*** Data for review Section Begins ***
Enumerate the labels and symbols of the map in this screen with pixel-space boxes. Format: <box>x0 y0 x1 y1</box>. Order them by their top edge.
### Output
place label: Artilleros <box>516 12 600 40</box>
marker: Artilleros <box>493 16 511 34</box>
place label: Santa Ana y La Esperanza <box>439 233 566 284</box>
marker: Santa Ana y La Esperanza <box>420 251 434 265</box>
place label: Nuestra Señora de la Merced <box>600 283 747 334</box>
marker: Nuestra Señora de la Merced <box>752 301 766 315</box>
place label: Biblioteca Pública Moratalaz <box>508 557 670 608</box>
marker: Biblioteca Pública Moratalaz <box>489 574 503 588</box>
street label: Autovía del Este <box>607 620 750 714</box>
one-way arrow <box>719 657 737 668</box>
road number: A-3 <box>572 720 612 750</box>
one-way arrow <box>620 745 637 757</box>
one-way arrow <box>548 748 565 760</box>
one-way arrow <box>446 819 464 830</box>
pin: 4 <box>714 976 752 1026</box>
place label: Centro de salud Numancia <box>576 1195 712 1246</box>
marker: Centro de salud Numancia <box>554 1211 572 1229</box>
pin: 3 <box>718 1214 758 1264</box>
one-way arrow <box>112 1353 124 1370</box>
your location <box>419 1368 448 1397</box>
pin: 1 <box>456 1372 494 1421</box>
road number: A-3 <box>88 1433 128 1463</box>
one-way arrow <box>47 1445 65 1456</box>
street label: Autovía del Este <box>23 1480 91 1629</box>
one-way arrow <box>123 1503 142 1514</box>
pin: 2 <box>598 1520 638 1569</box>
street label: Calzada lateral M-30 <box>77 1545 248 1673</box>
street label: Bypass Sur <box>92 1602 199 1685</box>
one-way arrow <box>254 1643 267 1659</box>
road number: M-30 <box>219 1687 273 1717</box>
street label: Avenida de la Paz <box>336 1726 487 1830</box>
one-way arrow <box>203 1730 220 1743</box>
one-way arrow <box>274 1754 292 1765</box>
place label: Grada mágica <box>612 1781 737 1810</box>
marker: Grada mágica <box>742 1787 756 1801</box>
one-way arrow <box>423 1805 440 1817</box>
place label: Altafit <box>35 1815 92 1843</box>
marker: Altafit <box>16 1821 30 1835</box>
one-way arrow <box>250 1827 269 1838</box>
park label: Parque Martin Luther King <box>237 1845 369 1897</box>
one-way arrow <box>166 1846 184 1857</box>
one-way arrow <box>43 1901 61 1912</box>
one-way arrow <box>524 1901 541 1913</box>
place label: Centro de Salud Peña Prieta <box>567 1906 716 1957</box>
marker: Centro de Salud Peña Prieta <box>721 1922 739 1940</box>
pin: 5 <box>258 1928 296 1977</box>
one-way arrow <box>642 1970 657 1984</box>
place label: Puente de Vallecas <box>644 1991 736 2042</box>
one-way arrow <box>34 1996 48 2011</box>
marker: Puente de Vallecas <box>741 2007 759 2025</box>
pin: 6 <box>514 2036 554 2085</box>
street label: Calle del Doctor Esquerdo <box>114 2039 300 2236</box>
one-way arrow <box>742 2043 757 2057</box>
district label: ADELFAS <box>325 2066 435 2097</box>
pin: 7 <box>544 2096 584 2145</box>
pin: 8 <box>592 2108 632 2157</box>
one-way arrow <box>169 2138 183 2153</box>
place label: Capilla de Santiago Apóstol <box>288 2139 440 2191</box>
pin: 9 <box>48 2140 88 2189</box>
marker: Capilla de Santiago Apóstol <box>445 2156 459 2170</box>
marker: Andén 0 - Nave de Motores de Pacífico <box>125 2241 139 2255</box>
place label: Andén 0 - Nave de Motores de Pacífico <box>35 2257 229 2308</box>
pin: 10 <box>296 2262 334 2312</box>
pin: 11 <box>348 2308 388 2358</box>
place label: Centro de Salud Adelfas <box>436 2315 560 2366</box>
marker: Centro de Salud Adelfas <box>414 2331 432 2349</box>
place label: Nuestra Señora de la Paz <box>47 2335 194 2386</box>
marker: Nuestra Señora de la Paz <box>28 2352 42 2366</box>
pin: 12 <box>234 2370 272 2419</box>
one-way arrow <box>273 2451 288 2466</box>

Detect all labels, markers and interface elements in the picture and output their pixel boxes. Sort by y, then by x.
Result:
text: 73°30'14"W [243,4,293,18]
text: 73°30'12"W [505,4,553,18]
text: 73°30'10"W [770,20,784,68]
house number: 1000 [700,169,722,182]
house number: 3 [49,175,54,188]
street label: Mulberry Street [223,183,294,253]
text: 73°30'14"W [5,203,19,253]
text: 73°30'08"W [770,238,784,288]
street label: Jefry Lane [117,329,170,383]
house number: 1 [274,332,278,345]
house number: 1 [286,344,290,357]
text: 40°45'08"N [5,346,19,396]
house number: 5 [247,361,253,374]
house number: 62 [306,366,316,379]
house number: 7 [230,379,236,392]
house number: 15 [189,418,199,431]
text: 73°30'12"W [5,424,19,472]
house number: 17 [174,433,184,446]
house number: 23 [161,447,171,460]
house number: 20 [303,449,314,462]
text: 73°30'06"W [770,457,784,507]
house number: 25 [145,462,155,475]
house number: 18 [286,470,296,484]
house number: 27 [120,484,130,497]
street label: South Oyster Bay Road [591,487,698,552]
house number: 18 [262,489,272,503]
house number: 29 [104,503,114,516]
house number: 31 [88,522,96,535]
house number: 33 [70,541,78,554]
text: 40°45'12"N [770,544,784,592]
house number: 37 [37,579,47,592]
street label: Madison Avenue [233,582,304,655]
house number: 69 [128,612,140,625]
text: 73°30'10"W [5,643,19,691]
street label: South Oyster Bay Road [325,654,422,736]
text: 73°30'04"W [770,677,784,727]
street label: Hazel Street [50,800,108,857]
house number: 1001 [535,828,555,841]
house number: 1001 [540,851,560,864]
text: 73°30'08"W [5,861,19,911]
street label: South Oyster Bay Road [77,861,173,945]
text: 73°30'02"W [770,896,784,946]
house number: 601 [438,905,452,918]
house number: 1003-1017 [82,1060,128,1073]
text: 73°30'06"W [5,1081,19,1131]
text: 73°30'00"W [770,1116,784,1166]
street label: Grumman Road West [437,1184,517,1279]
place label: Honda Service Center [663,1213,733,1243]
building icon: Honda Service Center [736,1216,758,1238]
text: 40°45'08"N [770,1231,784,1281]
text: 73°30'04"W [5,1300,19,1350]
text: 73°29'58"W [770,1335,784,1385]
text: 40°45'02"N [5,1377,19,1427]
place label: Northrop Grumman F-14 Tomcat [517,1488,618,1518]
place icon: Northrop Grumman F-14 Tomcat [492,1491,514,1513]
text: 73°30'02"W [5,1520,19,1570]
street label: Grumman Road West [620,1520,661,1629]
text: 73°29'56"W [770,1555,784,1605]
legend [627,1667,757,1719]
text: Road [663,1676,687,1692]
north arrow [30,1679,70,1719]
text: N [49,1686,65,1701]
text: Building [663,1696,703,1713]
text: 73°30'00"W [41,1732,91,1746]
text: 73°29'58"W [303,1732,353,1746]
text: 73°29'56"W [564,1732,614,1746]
*** Data for review Section Ends ***
Find all the lines with "icon" in the data and copy them.

building icon: Honda Service Center [736,1216,758,1238]
place icon: Northrop Grumman F-14 Tomcat [492,1491,514,1513]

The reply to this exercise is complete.